I had to laugh that the word that caused me to pause the recording and consult a dictionary was the English word “portly,” used by Capulet to describe Romeo not as stout but as well-mannered. “Romeo y Julieta” takes the liberty of conflating the roles of Lady Capulet and her husband into one character (played by Florencia Lozano) but leaves an adjective that might create a false image in the minds of listeners unfamiliar with its etymology. (A Spanish substitute for this Elizabethan antiquity would have caused less confusion.)

Bu the only reason I stumbled on the vocabulary was because this bilingual rendition heightened my awareness of the text. Shakespeare remunerates close attention, and this polyglot approach made me hear the richness of the language anew.

As a general rule, however, “Romeo and Juliet” doesn’t need scrupulous script fidelity for the potency of the story to come through. The prologue promises “two hours’ traffic of our stage,” though modern productions that don’t take a brisk hand with the scissors always need more time. The Public Theater production runs 2 hours, 23 minutes, while the National Theatre film is a tight 1 hour, 40 minutes. Less turns out to be a good deal more in this comparison of unequals.

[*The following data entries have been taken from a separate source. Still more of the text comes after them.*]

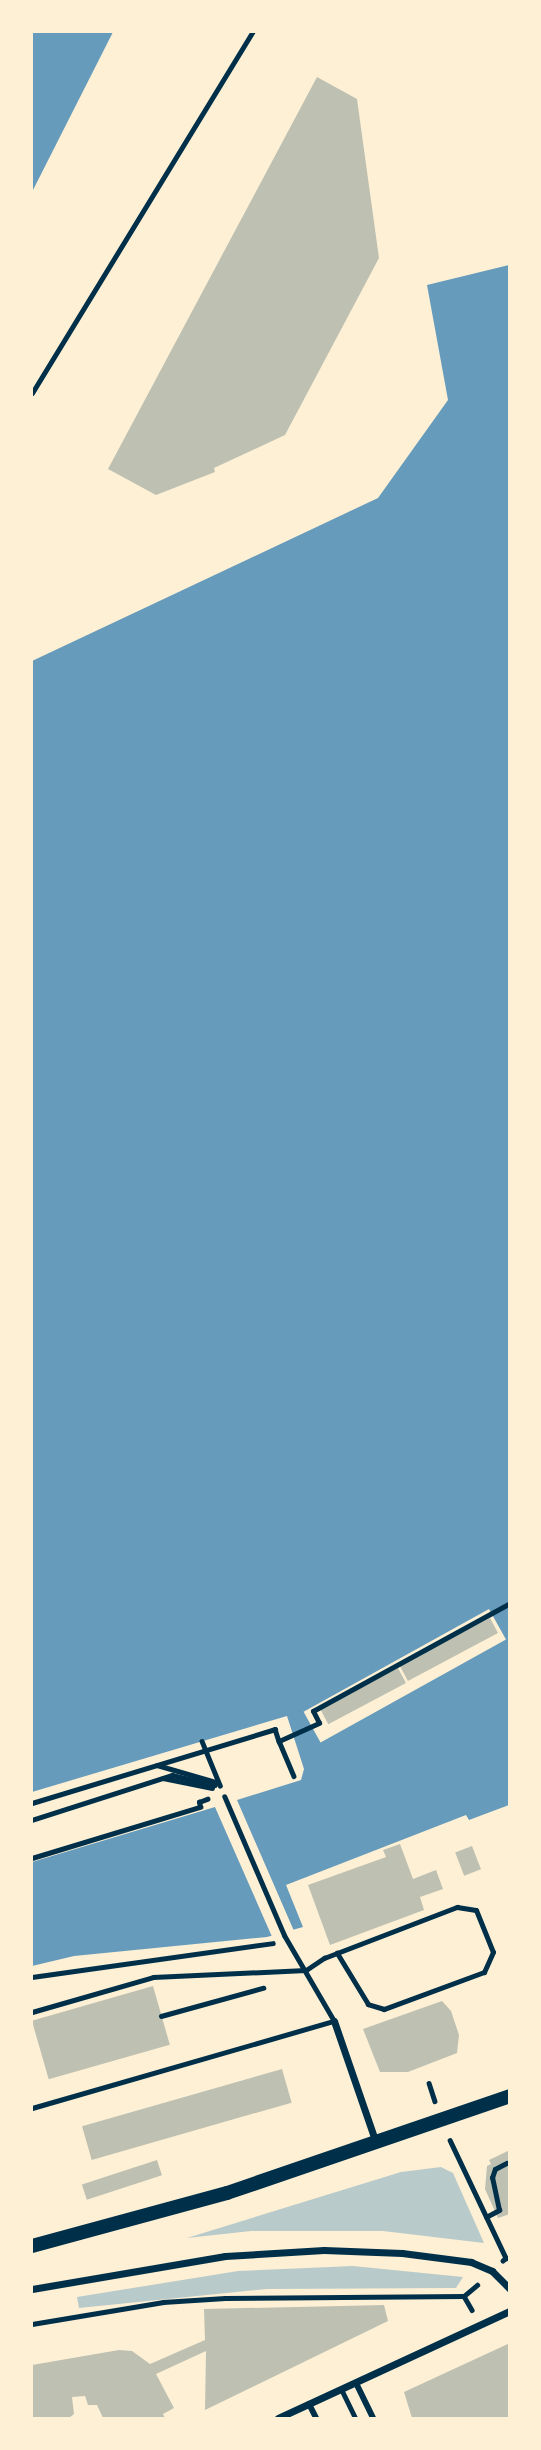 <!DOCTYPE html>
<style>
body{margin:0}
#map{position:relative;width:541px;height:2450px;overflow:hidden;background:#fdf0d5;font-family:"PT Sans",sans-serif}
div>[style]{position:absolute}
.green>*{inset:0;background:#b9caca}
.water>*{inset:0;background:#669bbc}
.pier>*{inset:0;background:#fdf0d5;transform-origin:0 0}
.building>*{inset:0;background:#bec0b2;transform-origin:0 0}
.path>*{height:4.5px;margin:-2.25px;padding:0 2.25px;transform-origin:2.25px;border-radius:2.25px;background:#003049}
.service>*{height:5px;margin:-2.5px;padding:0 2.5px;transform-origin:2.5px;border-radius:2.5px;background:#003049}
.pedestrian>*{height:6px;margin:-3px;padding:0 3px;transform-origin:3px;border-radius:3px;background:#003049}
.minor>*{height:7px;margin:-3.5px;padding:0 3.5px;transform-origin:3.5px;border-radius:3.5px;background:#003049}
.secondary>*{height:14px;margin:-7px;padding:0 7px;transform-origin:7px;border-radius:7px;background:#003049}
span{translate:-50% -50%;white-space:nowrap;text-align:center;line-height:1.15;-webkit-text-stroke:6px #fdf0d5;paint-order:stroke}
.frame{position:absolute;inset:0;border:33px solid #fdf0d5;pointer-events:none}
</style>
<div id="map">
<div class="green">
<div style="clip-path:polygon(441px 2167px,453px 2173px,484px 2243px,383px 2231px,251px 2231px,187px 2238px,401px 2172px)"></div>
<div style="clip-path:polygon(353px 2266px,463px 2277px,456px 2288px,267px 2289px,79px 2308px,77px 2297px,238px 2271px)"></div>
</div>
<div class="water">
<div style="clip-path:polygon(32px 32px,113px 32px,32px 192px)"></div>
<div style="clip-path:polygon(509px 265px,509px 1805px,469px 1820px,466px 1815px,286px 1885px,303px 1927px,267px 1937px,74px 1956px,32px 1966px,32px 661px,378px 498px,448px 400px,427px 285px)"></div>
</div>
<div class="pier">
<div style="left:489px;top:1609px;width:35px;height:212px;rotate:61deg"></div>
<div style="clip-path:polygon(287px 1716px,304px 1769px,301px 1780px,237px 1800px,294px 1931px,273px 1939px,215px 1807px,32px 1862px,32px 1792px)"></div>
</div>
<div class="building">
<div style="clip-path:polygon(317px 77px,357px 99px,379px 258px,285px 435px,214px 468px,215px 472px,156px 495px,108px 469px)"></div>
<div style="left:490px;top:1618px;width:17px;height:102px;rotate:62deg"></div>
<div style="left:398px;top:1668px;width:17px;height:88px;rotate:62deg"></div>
<div style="clip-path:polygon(400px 1844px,413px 1879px,436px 1870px,443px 1889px,420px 1897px,424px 1910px,330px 1945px,308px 1885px,386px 1857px,383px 1850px)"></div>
<div style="left:472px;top:1846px;width:25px;height:18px;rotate:69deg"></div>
<div style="left:153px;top:1986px;width:61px;height:126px;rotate:74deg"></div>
<div style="clip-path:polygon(442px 2001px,451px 2011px,459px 2035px,457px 2053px,408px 2072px,380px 2072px,363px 2029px)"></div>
<div style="left:282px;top:2069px;width:35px;height:208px;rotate:74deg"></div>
<div style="clip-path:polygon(510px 2150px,510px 2214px,498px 2218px,485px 2189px,487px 2166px,491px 2164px,489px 2160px)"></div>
<div style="left:157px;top:2160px;width:16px;height:79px;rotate:72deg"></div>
<div style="clip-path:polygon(384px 2305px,388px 2321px,205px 2410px,206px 2351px,156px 2374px,174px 2408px,163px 2414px,165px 2418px,103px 2418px,97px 2405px,88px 2405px,85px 2396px,72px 2397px,74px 2414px,69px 2418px,32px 2418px,32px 2365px,119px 2350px,132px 2351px,150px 2364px,205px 2340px,204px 2309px)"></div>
<div style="clip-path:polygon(510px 2343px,510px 2418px,412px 2418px,404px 2392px)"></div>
</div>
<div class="path">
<div style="left:202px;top:1741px;width:48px;rotate:67.8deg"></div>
<div style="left:279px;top:1741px;width:38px;rotate:67deg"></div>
<div style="left:157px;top:1765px;width:61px;rotate:16.1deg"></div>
<div style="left:163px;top:1778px;width:50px;rotate:11.5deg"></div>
<div style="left:32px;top:1803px;width:254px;rotate:-16.9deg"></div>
<div style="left:275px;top:1729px;width:13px;rotate:72deg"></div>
<div style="left:279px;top:1741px;width:44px;rotate:-24.2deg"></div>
<div style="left:319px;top:1723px;width:13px;rotate:-117deg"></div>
<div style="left:313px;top:1711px;width:225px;rotate:-28.7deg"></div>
<div style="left:32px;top:1820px;width:147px;rotate:-17.8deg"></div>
<div style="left:172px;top:1775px;width:44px;rotate:13.1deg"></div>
<div style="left:32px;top:1858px;width:176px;rotate:-16.9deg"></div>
<div style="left:200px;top:1807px;width:5px;rotate:-101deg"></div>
<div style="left:199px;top:1802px;width:9px;rotate:-21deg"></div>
<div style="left:32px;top:1977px;width:243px;rotate:-8deg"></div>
<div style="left:161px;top:2016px;width:106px;rotate:-15.4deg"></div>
<div style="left:429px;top:2083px;width:19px;rotate:72deg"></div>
<div style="left:450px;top:2140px;width:131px;rotate:64.6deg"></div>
<div style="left:506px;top:2258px;width:4px;rotate:135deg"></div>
<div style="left:486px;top:2217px;width:15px;rotate:-28deg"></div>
<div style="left:499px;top:2210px;width:33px;rotate:-102deg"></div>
<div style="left:492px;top:2178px;width:9px;rotate:-72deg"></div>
<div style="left:495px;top:2169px;width:13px;rotate:-27deg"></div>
<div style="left:464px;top:2296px;width:17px;rotate:-40deg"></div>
<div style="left:464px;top:2296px;width:16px;rotate:60deg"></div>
<div style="left:32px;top:2324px;width:133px;rotate:-9.5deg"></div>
<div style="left:163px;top:2302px;width:62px;rotate:-3.7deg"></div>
<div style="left:225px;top:2298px;width:239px;rotate:-0.5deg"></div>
</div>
<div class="service">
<div style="left:32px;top:393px;width:423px;rotate:-58.6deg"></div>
<div style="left:32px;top:2012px;width:126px;rotate:-16.1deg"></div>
<div style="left:153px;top:1977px;width:153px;rotate:-2.6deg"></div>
<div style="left:306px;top:1970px;width:22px;rotate:-34deg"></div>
<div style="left:324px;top:1958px;width:14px;rotate:-21deg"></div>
<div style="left:337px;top:1953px;width:129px;rotate:-21deg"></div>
<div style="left:457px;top:1907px;width:19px;rotate:9deg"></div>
<div style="left:476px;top:1910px;width:45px;rotate:68deg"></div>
<div style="left:493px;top:1952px;width:22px;rotate:114deg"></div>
<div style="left:484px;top:1972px;width:107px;rotate:159.7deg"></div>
<div style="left:384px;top:2009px;width:17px;rotate:-163deg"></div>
<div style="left:368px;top:2004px;width:60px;rotate:-121.3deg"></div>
<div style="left:32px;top:2108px;width:314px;rotate:-16.1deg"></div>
<div style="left:334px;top:2021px;width:99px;rotate:-120.2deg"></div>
<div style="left:284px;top:1935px;width:151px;rotate:-113.3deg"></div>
<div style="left:341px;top:2389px;width:32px;rotate:64deg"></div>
</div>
<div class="pedestrian">
<div style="left:356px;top:2383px;width:39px;rotate:64deg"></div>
<div style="left:309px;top:2404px;width:16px;rotate:63deg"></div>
</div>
<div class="minor">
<div style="left:334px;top:2021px;width:129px;rotate:71deg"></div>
<div style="left:32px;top:2289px;width:196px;rotate:-9.7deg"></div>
<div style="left:225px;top:2256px;width:99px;rotate:-3.5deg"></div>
<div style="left:324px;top:2250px;width:78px;rotate:2.2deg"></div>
<div style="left:402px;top:2253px;width:70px;rotate:7.4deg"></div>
<div style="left:471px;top:2262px;width:23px;rotate:23deg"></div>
<div style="left:492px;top:2271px;width:25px;rotate:45deg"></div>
<div style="left:278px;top:2418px;width:255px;rotate:-24.8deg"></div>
</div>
<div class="secondary">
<div style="left:32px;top:2246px;width:202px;rotate:-15.2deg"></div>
<div style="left:227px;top:2193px;width:299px;rotate:-18.9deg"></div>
</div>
<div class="frame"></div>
</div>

The tragic intensity of Godwin’s production, which captures the poetic quality of the play in the cinematic flow of the staging, renews the sorrowful tale, much as Ivo van Hove’s kinetic Broadway revival of “West Side Story” revived the musical’s pathos last year. Purists were offended by the way van Hove truncated the show and aggressively deployed video, but the heartrending poignancy of Tony and Maria’s love was born again in a production that set the action in a modern urban microcosm, a melting pot where animosities are always on boil.

Steven Spielberg’s movie version of “West Side Story” (with a screenplay by Tony Kushner) is finally coming out in December, and “R#J,” a film pitched to the Instagram and Spotify generation, was shown at Sundance this year. If Shakespeare’s tale and its offshoots seem to be everywhere at the moment, it may be because, in a world riven by inequities and grudges, the story of these young lovers helps us see the gentler, kinder and more sensual lives we could be living.